*** Block opens ***
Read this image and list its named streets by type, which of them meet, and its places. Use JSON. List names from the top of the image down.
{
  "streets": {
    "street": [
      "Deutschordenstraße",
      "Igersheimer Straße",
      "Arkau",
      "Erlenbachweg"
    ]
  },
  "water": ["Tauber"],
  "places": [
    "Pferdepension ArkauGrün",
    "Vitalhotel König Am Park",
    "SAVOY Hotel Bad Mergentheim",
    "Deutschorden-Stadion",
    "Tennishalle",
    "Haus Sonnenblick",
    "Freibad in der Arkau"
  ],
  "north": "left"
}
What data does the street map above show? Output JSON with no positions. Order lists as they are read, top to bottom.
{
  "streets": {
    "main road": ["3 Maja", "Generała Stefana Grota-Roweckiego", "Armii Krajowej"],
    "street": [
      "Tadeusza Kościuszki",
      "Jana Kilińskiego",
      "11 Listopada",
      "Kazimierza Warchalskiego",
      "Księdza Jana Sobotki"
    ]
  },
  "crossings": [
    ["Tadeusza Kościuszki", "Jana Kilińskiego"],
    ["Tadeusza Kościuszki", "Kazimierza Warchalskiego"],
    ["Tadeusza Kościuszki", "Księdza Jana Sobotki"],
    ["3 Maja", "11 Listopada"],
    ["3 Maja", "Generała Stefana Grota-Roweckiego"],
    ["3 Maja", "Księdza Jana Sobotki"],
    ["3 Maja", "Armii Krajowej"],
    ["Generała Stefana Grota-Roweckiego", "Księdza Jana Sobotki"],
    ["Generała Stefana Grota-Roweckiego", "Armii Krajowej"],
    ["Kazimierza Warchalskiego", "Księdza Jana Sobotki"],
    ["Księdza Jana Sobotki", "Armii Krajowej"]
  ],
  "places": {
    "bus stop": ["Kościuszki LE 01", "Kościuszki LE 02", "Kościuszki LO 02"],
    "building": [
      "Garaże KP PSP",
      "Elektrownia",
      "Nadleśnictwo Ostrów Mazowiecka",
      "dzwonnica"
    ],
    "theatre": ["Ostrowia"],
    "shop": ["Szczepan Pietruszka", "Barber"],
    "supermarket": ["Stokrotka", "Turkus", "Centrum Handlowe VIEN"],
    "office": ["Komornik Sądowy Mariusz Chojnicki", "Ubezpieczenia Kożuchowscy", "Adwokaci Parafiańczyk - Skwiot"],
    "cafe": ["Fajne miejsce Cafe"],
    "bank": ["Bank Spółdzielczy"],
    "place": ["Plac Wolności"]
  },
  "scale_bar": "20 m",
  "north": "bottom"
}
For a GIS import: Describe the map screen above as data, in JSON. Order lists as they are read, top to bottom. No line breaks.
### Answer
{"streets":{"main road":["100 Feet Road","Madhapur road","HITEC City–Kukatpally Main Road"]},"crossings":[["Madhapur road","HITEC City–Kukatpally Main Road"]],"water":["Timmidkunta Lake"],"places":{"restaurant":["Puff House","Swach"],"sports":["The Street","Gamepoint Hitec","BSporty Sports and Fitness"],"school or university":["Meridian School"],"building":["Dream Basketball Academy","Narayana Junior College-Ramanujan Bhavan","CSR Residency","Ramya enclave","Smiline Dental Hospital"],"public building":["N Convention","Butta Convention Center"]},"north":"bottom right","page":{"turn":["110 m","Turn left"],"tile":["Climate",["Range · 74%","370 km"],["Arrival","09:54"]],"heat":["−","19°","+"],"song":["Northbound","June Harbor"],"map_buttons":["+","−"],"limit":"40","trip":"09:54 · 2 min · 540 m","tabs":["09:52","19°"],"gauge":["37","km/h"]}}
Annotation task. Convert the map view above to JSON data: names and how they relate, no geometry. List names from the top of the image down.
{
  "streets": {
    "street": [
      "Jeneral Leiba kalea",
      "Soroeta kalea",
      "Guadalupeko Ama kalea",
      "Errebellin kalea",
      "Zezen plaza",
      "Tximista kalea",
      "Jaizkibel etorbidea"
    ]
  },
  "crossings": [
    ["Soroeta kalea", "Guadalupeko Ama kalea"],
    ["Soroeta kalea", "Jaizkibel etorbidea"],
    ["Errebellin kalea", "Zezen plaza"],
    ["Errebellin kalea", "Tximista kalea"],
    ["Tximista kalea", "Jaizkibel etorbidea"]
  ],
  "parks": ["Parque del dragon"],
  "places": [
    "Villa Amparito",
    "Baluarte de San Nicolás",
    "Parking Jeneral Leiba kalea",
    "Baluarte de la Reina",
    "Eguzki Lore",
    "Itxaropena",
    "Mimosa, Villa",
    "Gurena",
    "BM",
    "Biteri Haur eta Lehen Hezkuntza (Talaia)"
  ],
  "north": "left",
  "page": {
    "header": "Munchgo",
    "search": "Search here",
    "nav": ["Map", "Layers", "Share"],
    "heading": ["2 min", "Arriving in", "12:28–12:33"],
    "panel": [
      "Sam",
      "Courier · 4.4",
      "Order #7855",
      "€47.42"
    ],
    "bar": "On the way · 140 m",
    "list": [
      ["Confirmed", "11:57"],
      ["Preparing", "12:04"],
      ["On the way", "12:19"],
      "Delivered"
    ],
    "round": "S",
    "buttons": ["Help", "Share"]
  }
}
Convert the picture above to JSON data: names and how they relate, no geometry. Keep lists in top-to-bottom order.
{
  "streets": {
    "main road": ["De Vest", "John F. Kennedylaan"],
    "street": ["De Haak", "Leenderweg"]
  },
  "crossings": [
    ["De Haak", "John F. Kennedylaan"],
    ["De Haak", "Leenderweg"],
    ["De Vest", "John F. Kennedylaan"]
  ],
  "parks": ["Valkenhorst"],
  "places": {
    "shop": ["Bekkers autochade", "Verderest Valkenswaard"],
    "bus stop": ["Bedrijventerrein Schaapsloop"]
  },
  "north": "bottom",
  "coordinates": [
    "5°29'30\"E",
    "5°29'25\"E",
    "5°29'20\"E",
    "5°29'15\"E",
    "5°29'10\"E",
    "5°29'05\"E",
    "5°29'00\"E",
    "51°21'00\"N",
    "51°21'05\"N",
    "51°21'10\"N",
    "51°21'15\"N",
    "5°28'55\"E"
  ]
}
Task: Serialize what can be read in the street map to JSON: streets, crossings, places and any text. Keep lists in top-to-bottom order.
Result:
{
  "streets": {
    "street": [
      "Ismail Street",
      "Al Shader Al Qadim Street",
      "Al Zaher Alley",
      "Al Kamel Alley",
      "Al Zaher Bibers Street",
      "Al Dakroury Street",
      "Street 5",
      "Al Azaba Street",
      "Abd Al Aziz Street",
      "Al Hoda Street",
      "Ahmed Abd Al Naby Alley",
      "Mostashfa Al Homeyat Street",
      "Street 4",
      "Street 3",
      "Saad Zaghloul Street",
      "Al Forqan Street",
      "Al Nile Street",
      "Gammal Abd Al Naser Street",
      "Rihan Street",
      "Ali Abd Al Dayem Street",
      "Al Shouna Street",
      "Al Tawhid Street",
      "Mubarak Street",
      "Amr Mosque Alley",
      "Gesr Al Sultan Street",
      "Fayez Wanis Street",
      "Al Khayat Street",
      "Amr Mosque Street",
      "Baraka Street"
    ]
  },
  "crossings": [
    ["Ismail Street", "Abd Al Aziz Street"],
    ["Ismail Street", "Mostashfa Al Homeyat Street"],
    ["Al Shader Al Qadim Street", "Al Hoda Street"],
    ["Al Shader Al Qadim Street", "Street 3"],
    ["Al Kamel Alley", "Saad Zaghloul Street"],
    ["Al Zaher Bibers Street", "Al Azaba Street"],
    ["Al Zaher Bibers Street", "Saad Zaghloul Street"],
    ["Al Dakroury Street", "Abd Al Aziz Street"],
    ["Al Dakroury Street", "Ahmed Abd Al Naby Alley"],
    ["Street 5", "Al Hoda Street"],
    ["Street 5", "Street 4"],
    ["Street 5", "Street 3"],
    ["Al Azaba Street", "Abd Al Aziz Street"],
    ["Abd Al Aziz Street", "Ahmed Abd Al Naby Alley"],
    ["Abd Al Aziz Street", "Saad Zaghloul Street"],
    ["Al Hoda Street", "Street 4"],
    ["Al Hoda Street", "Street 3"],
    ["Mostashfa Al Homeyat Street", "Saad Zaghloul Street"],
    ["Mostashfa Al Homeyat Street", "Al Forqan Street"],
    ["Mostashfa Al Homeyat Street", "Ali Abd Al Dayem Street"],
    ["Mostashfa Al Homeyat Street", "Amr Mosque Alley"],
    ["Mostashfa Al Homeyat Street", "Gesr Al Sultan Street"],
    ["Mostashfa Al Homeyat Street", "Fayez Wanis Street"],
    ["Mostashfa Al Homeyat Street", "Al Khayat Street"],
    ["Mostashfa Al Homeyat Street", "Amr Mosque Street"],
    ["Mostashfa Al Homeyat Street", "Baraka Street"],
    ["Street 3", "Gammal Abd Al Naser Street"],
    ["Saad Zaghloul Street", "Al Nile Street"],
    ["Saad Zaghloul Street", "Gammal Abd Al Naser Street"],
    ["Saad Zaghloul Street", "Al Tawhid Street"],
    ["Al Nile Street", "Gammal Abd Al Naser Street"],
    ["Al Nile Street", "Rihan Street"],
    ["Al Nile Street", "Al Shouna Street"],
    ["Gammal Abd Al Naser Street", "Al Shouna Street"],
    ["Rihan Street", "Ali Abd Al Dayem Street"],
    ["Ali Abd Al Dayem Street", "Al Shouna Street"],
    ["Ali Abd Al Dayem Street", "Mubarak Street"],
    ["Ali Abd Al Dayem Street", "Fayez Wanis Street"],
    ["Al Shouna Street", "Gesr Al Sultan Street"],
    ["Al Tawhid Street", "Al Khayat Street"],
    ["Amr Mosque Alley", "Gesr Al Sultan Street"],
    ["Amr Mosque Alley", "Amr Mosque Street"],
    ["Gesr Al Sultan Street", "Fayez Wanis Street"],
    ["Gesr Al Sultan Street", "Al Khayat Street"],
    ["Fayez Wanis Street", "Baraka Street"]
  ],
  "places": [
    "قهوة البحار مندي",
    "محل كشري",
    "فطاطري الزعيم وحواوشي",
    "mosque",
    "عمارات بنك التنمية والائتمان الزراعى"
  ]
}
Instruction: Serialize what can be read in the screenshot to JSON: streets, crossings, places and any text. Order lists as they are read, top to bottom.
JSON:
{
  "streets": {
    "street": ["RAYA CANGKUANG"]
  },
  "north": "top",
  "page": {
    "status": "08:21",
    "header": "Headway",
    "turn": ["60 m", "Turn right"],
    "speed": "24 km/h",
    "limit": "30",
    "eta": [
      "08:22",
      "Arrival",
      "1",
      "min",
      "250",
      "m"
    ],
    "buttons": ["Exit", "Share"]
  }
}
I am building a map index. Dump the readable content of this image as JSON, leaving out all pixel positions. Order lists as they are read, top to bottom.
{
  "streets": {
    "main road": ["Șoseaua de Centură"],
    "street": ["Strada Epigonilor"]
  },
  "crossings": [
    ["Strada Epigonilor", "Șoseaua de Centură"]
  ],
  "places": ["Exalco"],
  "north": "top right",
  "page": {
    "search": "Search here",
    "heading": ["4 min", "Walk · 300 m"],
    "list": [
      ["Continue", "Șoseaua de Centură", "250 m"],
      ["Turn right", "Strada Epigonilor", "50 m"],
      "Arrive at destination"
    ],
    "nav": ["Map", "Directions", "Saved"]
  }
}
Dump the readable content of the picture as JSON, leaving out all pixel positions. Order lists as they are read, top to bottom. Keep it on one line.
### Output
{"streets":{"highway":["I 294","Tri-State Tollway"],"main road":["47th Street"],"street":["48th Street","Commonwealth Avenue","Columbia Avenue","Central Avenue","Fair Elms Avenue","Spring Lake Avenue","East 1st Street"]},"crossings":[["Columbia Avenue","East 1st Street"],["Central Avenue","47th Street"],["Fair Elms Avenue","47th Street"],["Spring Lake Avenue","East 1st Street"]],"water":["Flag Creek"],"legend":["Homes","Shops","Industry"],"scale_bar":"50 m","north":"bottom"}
*** Block closes ***
Within the data above, the lines from the one with "Instruction: Serialize what" to the one with "Dump the readable content of the" must be repeated exactly; no other line belongs in the answer.

Instruction: Serialize what can be read in the screenshot to JSON: streets, crossings, places and any text. Order lists as they are read, top to bottom.
JSON:
{
  "streets": {
    "street": ["RAYA CANGKUANG"]
  },
  "north": "top",
  "page": {
    "status": "08:21",
    "header": "Headway",
    "turn": ["60 m", "Turn right"],
    "speed": "24 km/h",
    "limit": "30",
    "eta": [
      "08:22",
      "Arrival",
      "1",
      "min",
      "250",
      "m"
    ],
    "buttons": ["Exit", "Share"]
  }
}
I am building a map index. Dump the readable content of this image as JSON, leaving out all pixel positions. Order lists as they are read, top to bottom.
{
  "streets": {
    "main road": ["Șoseaua de Centură"],
    "street": ["Strada Epigonilor"]
  },
  "crossings": [
    ["Strada Epigonilor", "Șoseaua de Centură"]
  ],
  "places": ["Exalco"],
  "north": "top right",
  "page": {
    "search": "Search here",
    "heading": ["4 min", "Walk · 300 m"],
    "list": [
      ["Continue", "Șoseaua de Centură", "250 m"],
      ["Turn right", "Strada Epigonilor", "50 m"],
      "Arrive at destination"
    ],
    "nav": ["Map", "Directions", "Saved"]
  }
}
Dump the readable content of the picture as JSON, leaving out all pixel positions. Order lists as they are read, top to bottom. Keep it on one line.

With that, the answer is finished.